The European Banking Authority (EBA) has released a new opinion on strong customer authentication (SCA), revealing a possible route for extensions ahead of the September 14 deadline.

Ahead of the new payment services directive (PSD2), the EBA has said it acknowledges that implementing the new standards may prove to be more difficult than expected for some merchants.

New SCA regulations mean that European shoppers will have to authenticate online payments over €30 with two of the following: something that they know (password/email/PIN), something that they own (mobile phone) or something that they are (biometrics).

EBA believes “sufficient time” has been made available for the industry to prepare for SCA, having first been set out in 2015 alongside the additional 18-month extension period on PSD2 already granted.

However the regulator also realises the challenges that comes with new regulation, noting in particular actors that are not payment service providers (PSPs) such as e-merchants.

Alison Donnelly, director of compliance consultancy fscom, told PaymentExpert: “While we’ve known for many years that SCA would be a requirement, the details and interpretation have emerged slowly to where we are now – a looming deadline with significant changes to be implemented and the necessary solutions only becoming available recently.

“PSPs who will not meet the deadline must notify their regulator and outline by when they will be compliant.
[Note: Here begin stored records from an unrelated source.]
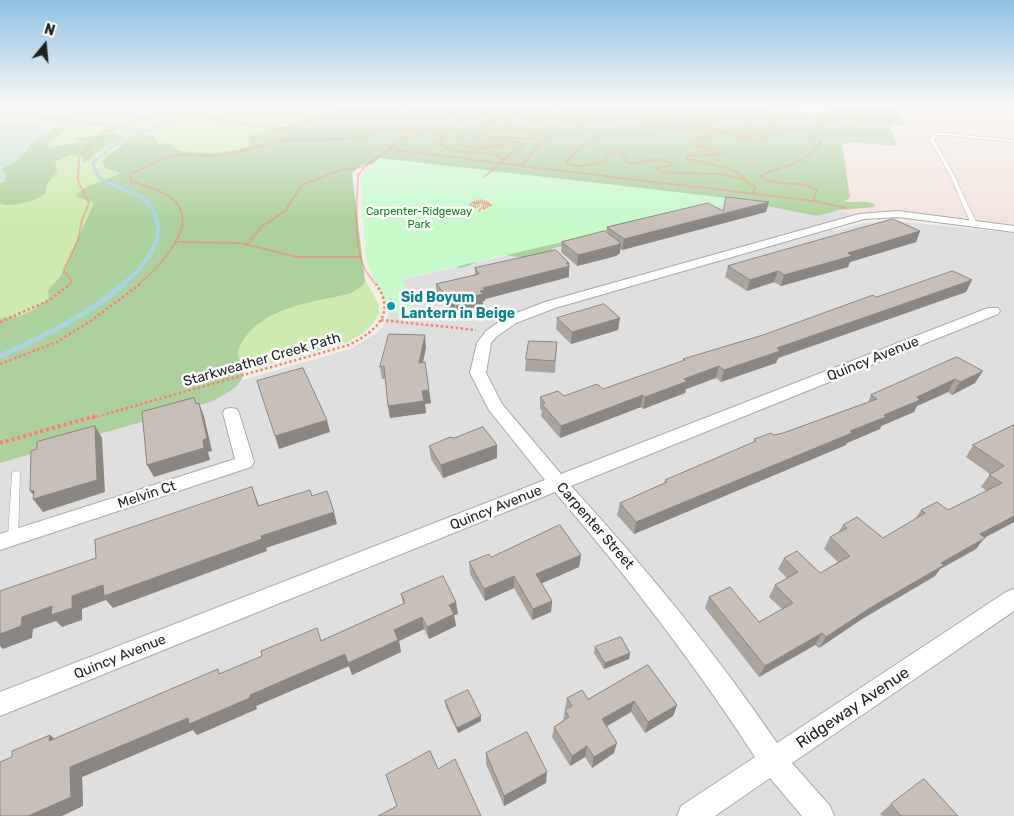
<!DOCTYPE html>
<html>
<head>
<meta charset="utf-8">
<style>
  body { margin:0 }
  #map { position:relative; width:1014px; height:816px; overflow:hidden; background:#f2efe9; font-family:Rubik,sans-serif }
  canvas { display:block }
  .north { position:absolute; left:20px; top:20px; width:50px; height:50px; -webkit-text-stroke:4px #fff; paint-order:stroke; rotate:17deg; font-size:14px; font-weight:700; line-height:20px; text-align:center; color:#222 }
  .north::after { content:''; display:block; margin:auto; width:18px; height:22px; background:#222; clip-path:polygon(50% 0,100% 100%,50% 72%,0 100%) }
</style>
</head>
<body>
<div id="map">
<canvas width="1014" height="816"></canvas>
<div class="north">N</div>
</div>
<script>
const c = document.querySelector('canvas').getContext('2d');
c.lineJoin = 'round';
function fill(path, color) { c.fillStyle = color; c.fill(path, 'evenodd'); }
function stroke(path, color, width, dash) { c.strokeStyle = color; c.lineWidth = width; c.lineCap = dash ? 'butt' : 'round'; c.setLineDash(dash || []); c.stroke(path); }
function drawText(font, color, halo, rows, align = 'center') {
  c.font = font + ' Rubik,sans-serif'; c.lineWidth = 5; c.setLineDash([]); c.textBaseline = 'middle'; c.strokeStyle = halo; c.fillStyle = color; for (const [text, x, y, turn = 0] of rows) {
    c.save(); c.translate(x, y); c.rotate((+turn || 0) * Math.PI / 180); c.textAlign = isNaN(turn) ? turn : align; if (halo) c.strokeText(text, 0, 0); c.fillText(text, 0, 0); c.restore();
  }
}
const residential = new Path2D(`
  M745,200L842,211L852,215L823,224L834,231L864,223L894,221L1014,233V816H0V450L350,349L378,332L385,323L389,313H408L411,297L401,280Z`);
const military = new Path2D(`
  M841,105H1014V227L894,212H871L852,215L842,211Z`);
const grass = new Path2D(`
  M0,105H441L342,175L358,267L379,305V314L374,322L364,333L348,342L336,346L0,438Z`);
const forest = new Path2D(`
  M419,105H737L812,114L826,111L820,108L824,105H897L906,125H889L897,145L894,146L852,142L842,144L850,198L844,201C855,204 865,199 875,205L874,207L839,210L817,216L761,205L716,202L551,249L557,254C548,255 539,258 530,259C519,259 508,253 495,255C482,257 473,266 459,268L376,164L361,165L352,173L365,280L363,285L350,294C314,301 260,308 241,344C235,354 240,360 243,369C247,385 221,397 210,402L0,463V319C6,316 10,318 16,317C28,315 40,305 49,298L48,290L61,276L94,203L77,197L76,195C88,183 104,181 119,174V172L105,168L102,161C117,150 132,133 152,135L158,143L173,145L179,151L204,153H217L246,148L251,144L247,139L251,135L290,125L327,112L350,108H397L405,111L412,107Z
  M53,128H63L65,131L50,142L47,148L81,142L75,139C79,137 114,133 117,134C120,135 122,137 125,138L100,149L86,162H83V155L68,156L55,162L57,172L47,184L45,194C32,202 15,207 0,204V183L5,181L2,169L16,161L24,154L29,145L43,137Z`);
const wetland = new Path2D(`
  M19,122L44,125L50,132L29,145L24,154L2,169L7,177L0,183V130L3,128L1,126Z`);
const park = new Path2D(`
  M380,158L745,200L402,279L413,304L408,313H389C382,295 371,276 366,258L360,178L366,169Z`);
const pitch = new Path2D(`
  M737,105H803L800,110L796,111Z`);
const streamFar2 = new Path2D(`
  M39,105L166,120
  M0,112L113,126
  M122,128L144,132
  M108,184C99,178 95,173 93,163L111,147L203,105`);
const streamFar1 = new Path2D(`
  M106,182C118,189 139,192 148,203C173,233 146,265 122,285`);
const stream = new Path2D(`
  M0,356C44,337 87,315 124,284`);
const pathFar2 = new Path2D(`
  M74,105L153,112
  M545,105L562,107L569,105
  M635,105L634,115L649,123L719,129L728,133
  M642,105L645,115C665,121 686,126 707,122C725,119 732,111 752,114V119L747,121V125L763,129L778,125L768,119L774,117L828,119
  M440,111L451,112L458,105
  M451,112L449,113L450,115L465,116L462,119L465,125L482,126L486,124L479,120L481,114L486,109L495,110L500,118L489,122L514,129L478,133L475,139L484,143L508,145L472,149C460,135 443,118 424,130L445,135L439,143C457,158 484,147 504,159
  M451,112L532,114
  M175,113V110L188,105
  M202,116L227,105
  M557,118L577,123L594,134L593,139L576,151L566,163C579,169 592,165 605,161L607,154L615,150L622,152L627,163C642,165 660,153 673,165L657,168L659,171C691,178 728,166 755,187L753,194
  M570,119L755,136L790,131L826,121L864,117L869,115L873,108L872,105
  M854,121H894L898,118L891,105
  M715,134L697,139L694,145L721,153L720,155L687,156L686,158L733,170L746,179
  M736,136L757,143L767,137
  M389,149L522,166L546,137L557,118L545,105
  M522,166L813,201L846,208
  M484,177C497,166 508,155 523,146V143L494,140L491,137L536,139L507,120L504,117L505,110L511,108C521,118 533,124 546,119L532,114L552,112
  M813,201L817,190C799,179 777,188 760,176C787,163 801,168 821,142L812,135L816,126L821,124
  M479,211L485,204L478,203L474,206V203L482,202L488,204L483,209L491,205C484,199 476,199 470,205L475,208L480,205
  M175,242L241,243L297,257H361
  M248,244L261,227L285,211L302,185L340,170L366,166
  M69,285L71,283L70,278L63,271L78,240L82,220L89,203L78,181L79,157L101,134L153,113L184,114L273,129L299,126L340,109L355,106L416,105
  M138,285C158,267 205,223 170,197C159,189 144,186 131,181L130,174L162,159L180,155L220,156L285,140L354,139L388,129L413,131
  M376,285C372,279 366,273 363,265C353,239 357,203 358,175L366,166L447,105`);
const pathFar1 = new Path2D(`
  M381,320L476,330
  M0,322L48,301L70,284
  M0,364L57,342L92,320L140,284
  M92,418L349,345C376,331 397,314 376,284`);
const path = new Path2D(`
  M0,443L96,416`);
const lane = new Path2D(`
  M962,105H977L1014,109V111Z
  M937,133H944L1014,140V142L944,135H939L933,138L954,175L977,224L976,225L971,224L950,175L929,138Z
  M16,471L19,472L20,474L18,537L16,540L13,541L10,540L8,537L12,474L13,472Z`);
const street = new Path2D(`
  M898,211L1014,226V232L898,217L864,219L555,308L516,323L496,337L491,343L486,373L502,404L561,474L988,308H998L1000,311L998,314L571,486C645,567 715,652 777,743L1006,592L1014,589V611L792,763L830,806L834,816H802L770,778L715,816H677L681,806L755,757C695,664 627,576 555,492L0,716V692L545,480L489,410L470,373L477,343L486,331L506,317L545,302L859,214Z
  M231,408L237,409L239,413L254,462L251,467L0,550V534L235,459L223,413L225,409Z`);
const wall = new Path2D(`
  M723,211L766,212L622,250L620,248V253L616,256L577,266L561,252L562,242L606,232L607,227Z
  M920,231L916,242L850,262L848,267L781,286L774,282L747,291L725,277L728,266Z
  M569,263V277L485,299V301H483V305L457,312L455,309L449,310L437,295L436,284L475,275V268Z
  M972,280L966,292L778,358L776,363L721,382L716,378L686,389L685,393L643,409L641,407L560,438L541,416L542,411L540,409V397L564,396L603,389L683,361V359L763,335L876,297Z
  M557,318H620L618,330L571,344L556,329Z
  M557,342L555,373L525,371L526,359Z
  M426,347L423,363L431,403L425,404L426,413L390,418L386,379H382L380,367Z
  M957,357L975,383L952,395L948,392L917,406L914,412L881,426L880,429L847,443L846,445L634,534L617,515L620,503L664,483L665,480L753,443L754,439L783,433L868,402L871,395Z
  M1014,425V522L984,538L976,549L940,569L935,576L862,619L819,648L815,645L759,677L705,608L709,597L759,622L782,609L769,597L775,585L787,578L778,569L784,558L820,573L838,562L824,549L830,537L838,533L843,525L883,538L915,519L921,510H948L987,491L981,487L990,474L966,457L973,445Z
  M454,438L497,445V458L443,478L431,459L429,446Z
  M581,555L579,567L541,583L552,601L551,612L532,620L514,588L485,601L470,574L469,562L491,557Z
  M401,594L458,614L454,615L456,626L429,639L424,629L399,641L401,652L352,675L349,666L256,706L257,709L197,735L193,730L82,777L83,806L54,739L221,674L322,640L403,604Z
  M595,647L630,653L629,659L604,669L594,653Z
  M648,665L677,705L673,716L645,733L631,712L607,726L614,753L592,768L585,757L570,766L552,737L554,727L563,721L567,698L588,699Z
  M445,701L481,716V721L458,733L446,707Z
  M486,753L546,783L504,806L486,764Z
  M891,804L958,816H882L880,814Z`);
const shadedWall = new Path2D(`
  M769,202L766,212L622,250L624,239Z
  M920,231L916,242L850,262L848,267L781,286L784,275L848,253Z
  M621,243L620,253L616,256L577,266L578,255Z
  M569,263V277L485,299V301H483V305L457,312L456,300L480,291L483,288Z
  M778,271L774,282L747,291L750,280Z
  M972,280L966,292L778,358L776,363L721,382L724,370L777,348Z
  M454,297L455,309L449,310V299Z
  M620,318L618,330L571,344L572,332Z
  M425,335L426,347L420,375L419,363Z
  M719,366L716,378L686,389L685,393L643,409L645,397L684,379Z
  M983,371L975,383L952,395L960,382Z
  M955,379L948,392L917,406L914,412L881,426L880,429L847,443L846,445L634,534L636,522L850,431L884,415L917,397Z
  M429,390L431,403L425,404L426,413L390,418L388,406L422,391Z
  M643,395L641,407L560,438L561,426Z
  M199,403L204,416L212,451L208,452L210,460L154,477L147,465L203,440Z
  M327,420L330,432L279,449L275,436Z
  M95,426L102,438L105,492L43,512L33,499L36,498L30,491Z
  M497,445V458L443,478L441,465Z
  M252,487L257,500L263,519L258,506Z
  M334,512L337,524L266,548L267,551L113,608L106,600L82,609V620L62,627L56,621L33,629L32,638L3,649L0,646V631L22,617L52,606L72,596L103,585Z
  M1014,516V522L984,538L976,549L940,569L935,576L862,619L819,648L826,637L870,608L941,563L980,534Z
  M581,555L579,567L536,586V574Z
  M514,576V588L485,601L484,589Z
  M552,601L551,612L532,620L533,609Z
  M456,602L458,614L454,615L456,626L429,639L427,627L449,605Z
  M422,617L424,629L399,641L401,652L352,675L348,663L394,630Z
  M822,633L815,645L759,677L765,666Z
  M630,653L629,659L604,669L605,663Z
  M345,654L349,666L256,706L257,709L197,735L193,730L82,777L83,806L62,816H28L70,767L188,718L250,695Z
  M634,701L631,712L600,730L602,719Z
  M677,705L673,716L645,733L648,722Z
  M481,716V721L458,733L457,728Z
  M50,735L62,745L49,741Z
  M617,743L614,753L592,768L594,757Z
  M587,746L585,757L570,766L572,756Z
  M547,772L546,783L504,806V796Z`);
const building = new Path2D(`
  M726,197L769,202L624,239L607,227L708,203L723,211Z
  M893,219L920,231L848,253L852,256L784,275L778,271L750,280L728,266Z
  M605,231L621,243L617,245L578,255L562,242Z
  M556,250L569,263H566L570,266L483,288L485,290L480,291L483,294L456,300L454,297L449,299L436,284L479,274L475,268Z
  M953,271L972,280L777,348L780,351L724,370L719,366L684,379L688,381L645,397L643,395L561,426L542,404L545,403L540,397L558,391L564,396L597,384L603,389L685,360L683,359L763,335L873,295L876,297Z
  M604,304L620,318L572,332L557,318Z
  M389,334L425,335L419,363L425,362L429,390L422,391L424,401L388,406L384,366L380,367Z
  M529,341L557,342L555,361L526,359Z
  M957,357L983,371L960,382L955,379L917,397L920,400L884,415L886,417L850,431L852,433L636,522L620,503L667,482L665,480L756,441L754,439L771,433L774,435L783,433L877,399L871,395Z
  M303,368L327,420L275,436L257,381Z
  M194,398L196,404L199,403L207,438L203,440L204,448L147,465L142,412Z
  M1014,425V516L980,534L985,538L941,563L944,565L870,608L826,637L822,633L765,666L709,597L730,587L759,622L793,603L775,585L798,572L784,558L797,551L820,573L850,556L830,537L847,528L843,525L857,517L883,538L925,513L921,510L937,502L948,510L1002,483L989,475L1004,466L973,445Z
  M95,426L97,480L33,499L34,491H30L31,451L37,449V442Z
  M483,427L497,445L441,465L429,446L450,437L454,438Z
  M252,487L258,506L310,490L312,496L327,491L334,512L261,536L262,539L104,596L103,585L72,596V608L51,615L52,606L22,617L21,626L0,634V591L96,558L95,540Z
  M560,525L581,555L536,574L552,601L533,609L514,576L484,589L469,562L489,554L491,557Z
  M443,576L456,602L449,605L454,614L427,627L422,617L394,630L398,640L348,663L345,654L250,695V698L189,724L188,718L70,767L71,797L28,816H0V762L12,757V751L50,735L49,741L218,669L219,674L262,656L261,651L317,628L321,641L405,603L401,594Z
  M621,637L630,653L605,663L595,647Z
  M648,665L677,705L648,722L634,701L602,719L617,743L594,757L587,746L572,756L554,727L569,717L565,710L572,706L567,698L582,690L588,699Z
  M468,690L481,716L457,728L445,701Z
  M527,732L547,772L504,796L486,753Z
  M430,751L438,769L455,759L481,816H378L397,806L386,775Z
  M924,779L958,816H901L891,804Z`);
const markers = [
  [391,306,5,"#0f9aa8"]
];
const farParknames = [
  ["Carpenter-Ridgeway",419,212],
  ["Park",419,225]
];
const cultureNames = [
  ["Sid Boyum",401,298],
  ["Lantern in Beige",401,314]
];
const streetNames = [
  ["Quincy Avenue",873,359,-22],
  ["Starkweather Creek Path",262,360,-16],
  ["Melvin Ct",147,495,-18],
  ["Quincy Avenue",496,508,-22],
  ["Carpenter Street",595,526,49],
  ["Quincy Avenue",120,657,-22]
];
const nearStreetnames = [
  ["Ridgeway Avenue",853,708,-34]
];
fill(residential, '#e0dfdf');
fill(military, '#f3e3dd');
fill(grass, '#cdebb0');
fill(forest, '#add19e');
fill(wetland, '#c6e0d4');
fill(park, '#c8facc');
fill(pitch, '#88e0be');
stroke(streamFar2, '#aad3df', 3);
stroke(streamFar1, '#aad3df', 4);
stroke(stream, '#aad3df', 5);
stroke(lane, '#a9a9a9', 1);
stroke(street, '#a9a9a9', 2);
stroke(pathFar2, '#fa8072', 2, [1, 1]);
stroke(pathFar1, '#fa8072', 2.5, [2.5, 2.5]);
stroke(path, '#fa8072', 4, [3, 3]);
fill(lane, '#fff');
fill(street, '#fff');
fill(wall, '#aba49e');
fill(shadedWall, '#8b8681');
fill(building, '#c7bfb8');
stroke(building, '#8b8681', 1);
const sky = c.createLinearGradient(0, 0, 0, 220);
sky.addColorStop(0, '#8fc0e4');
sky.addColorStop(0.48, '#f9f8f5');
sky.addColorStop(1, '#f9f8f500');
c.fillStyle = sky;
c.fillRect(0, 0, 1014, 220);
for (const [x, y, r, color] of markers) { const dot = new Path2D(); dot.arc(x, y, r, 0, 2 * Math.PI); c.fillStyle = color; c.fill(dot); stroke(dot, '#fff', 2); }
drawText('11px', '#0c8416', '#fff', farParknames);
drawText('bold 14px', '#0d838f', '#fff', cultureNames, 'left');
drawText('14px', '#222', '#fff', streetNames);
drawText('16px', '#222', '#fff', nearStreetnames);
</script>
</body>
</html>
This should be within weeks or a few months, not longer.”

EBA stated that although it is unable to postpone the September deadline due to legal reasons, there can be flexibility for an extension via national competent authorities (NCAs).
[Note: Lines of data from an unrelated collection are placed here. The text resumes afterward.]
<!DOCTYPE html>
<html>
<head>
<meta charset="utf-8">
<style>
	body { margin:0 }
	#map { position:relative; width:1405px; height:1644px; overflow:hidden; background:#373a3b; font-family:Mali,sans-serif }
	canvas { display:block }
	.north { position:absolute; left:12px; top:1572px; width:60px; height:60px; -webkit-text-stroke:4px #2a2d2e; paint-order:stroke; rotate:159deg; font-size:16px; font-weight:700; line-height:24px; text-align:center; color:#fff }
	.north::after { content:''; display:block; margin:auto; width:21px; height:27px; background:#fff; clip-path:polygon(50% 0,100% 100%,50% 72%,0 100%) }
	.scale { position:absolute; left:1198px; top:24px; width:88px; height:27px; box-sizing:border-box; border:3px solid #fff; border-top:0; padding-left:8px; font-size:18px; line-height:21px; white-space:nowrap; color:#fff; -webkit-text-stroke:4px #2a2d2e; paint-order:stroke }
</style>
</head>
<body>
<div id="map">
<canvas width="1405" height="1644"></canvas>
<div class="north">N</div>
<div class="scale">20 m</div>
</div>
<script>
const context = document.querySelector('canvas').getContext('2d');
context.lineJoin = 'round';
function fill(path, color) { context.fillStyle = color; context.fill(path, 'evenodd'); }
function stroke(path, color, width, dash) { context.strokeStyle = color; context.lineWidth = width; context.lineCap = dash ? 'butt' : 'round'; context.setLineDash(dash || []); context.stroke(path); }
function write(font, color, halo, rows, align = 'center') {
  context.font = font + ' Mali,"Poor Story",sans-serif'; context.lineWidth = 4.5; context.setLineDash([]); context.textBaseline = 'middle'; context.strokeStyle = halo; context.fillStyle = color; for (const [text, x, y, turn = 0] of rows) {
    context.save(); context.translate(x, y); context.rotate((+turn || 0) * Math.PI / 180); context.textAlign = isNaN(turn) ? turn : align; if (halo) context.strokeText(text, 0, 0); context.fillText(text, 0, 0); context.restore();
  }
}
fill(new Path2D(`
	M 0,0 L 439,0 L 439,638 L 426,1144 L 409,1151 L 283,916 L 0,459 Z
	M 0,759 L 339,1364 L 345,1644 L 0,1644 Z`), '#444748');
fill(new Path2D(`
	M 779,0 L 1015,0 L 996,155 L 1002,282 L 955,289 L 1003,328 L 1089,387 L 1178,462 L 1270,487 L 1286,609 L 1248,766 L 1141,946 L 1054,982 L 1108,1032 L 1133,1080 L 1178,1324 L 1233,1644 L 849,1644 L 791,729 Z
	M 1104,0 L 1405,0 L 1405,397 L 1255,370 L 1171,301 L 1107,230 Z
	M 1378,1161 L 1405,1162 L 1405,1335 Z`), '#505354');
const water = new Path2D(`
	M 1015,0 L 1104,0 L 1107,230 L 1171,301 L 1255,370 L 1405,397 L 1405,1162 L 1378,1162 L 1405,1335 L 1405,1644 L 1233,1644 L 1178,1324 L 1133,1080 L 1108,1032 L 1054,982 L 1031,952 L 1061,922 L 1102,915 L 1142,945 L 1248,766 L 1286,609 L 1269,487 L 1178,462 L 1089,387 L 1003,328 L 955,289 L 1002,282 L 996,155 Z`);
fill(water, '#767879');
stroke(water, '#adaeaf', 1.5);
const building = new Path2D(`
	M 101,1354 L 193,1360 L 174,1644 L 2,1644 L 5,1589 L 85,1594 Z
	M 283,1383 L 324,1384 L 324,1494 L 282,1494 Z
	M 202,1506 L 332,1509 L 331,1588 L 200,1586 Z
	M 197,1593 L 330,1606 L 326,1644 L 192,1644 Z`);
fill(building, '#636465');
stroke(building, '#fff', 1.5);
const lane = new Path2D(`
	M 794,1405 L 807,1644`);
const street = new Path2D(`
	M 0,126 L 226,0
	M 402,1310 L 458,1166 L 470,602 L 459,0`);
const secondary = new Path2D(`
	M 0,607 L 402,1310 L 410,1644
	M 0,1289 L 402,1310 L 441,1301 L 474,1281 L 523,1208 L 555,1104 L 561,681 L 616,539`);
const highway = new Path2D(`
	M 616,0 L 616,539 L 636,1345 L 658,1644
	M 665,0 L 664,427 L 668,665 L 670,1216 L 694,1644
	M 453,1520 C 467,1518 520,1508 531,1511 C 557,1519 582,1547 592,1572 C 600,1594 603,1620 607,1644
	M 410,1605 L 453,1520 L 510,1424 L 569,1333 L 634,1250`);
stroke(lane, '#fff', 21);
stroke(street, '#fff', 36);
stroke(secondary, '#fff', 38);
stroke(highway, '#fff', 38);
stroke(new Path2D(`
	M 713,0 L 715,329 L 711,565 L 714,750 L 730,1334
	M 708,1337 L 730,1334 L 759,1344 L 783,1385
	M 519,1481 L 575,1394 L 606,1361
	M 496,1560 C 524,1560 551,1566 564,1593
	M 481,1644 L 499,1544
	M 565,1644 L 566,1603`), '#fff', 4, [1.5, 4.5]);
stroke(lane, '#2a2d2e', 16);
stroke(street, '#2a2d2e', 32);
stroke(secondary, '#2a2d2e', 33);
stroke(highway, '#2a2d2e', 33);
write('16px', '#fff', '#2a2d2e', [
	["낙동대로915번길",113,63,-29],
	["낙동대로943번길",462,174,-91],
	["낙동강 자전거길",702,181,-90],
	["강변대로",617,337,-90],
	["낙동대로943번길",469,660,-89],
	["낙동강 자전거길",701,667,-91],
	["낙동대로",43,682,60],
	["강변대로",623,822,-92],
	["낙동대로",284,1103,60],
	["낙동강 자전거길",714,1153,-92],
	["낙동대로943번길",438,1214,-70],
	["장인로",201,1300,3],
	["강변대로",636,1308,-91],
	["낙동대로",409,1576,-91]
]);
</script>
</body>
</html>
The EBA explained: “On an exceptional basis and in order to avoid unintended negative consequences for some payment service users after 14 September 2019, NCAs may decide to work with PSPs and relevant stakeholders, including consumers and merchants, to provide limited additional time.

“This is to allow issuers to migrate to authentication approaches that are compliant with SCA, such as those described in this Opinion, and acquirers to migrate their merchants to solutions that support SCA.”

It continues by noting that this supervisory flexibility is only available if the PSP in questions has set clear a migration plan that’s been agreed with the national competent authorities and can clearly be executed.

The European Commission stressed the importance for firms to “step up their efforts in the run-up to 14 September.”

In a response statement, the European Commission commented: “It is indispensable that all stakeholders, banks, acquirers, merchants, etc. equip themselves with the relevant IT tools to apply the new requirements on time.

“It is also indispensable that proper communication and information campaigns be rapidly launched in order to raise awareness among all stakeholders, including bank customers, about the forthcoming changes.”  

“The Commission will be particularly vigilant in monitoring this transition, ensuring that all players, including NCAs, play their full role and assume their responsibilities.”